The data should be written out in full, exactly as it stands, and the pictures dropped.

GIVEN DATA:
*****
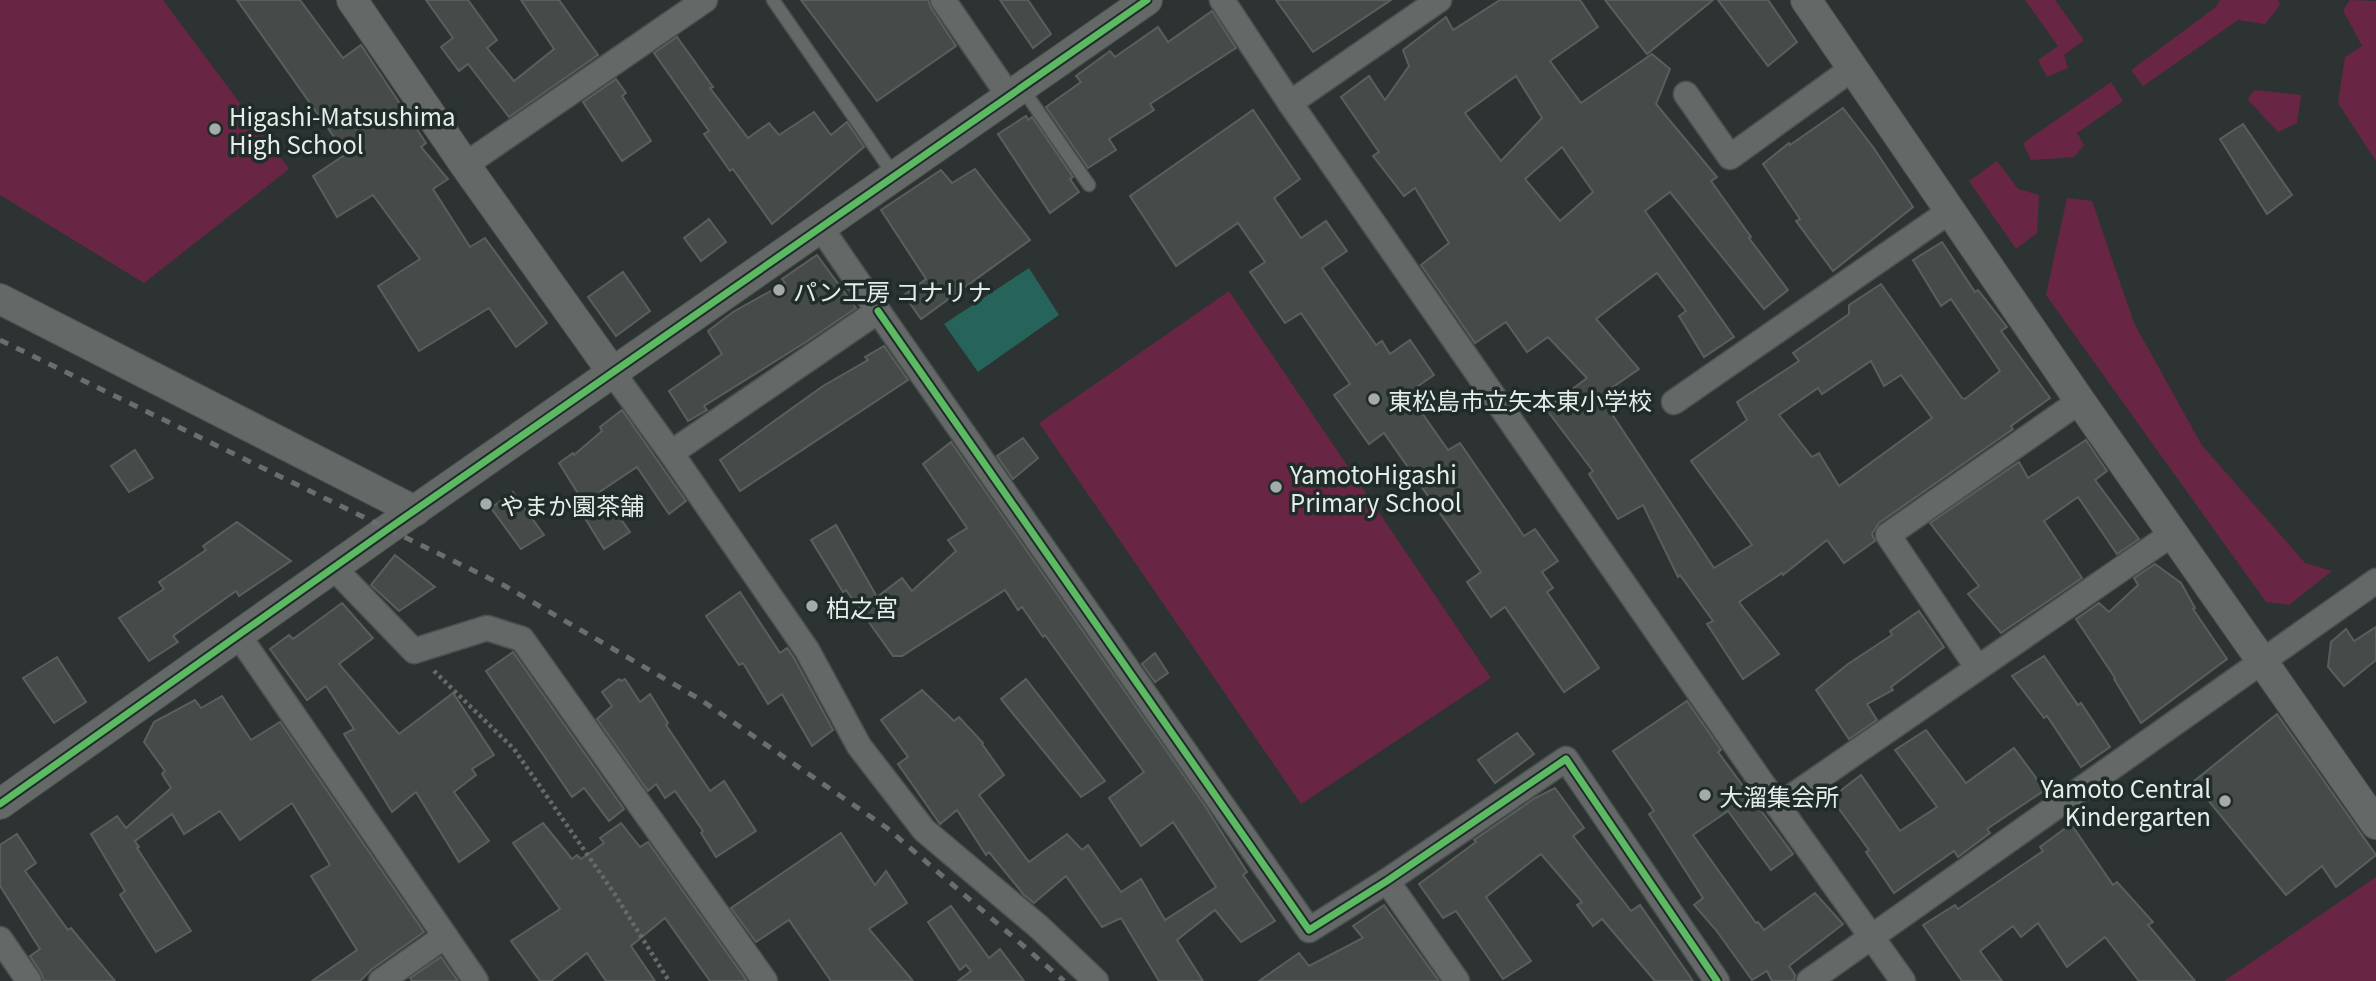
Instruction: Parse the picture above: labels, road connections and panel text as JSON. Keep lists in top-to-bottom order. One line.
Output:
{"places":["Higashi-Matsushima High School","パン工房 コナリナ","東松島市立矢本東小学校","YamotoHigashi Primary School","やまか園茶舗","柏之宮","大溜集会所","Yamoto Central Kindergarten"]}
*****
TASK RESPONSE:
Instruction: Parse the picture above: labels, road connections and panel text as JSON. Keep lists in top-to-bottom order. One line.
Output:
{"places":["Higashi-Matsushima High School","パン工房 コナリナ","東松島市立矢本東小学校","YamotoHigashi Primary School","やまか園茶舗","柏之宮","大溜集会所","Yamoto Central Kindergarten"]}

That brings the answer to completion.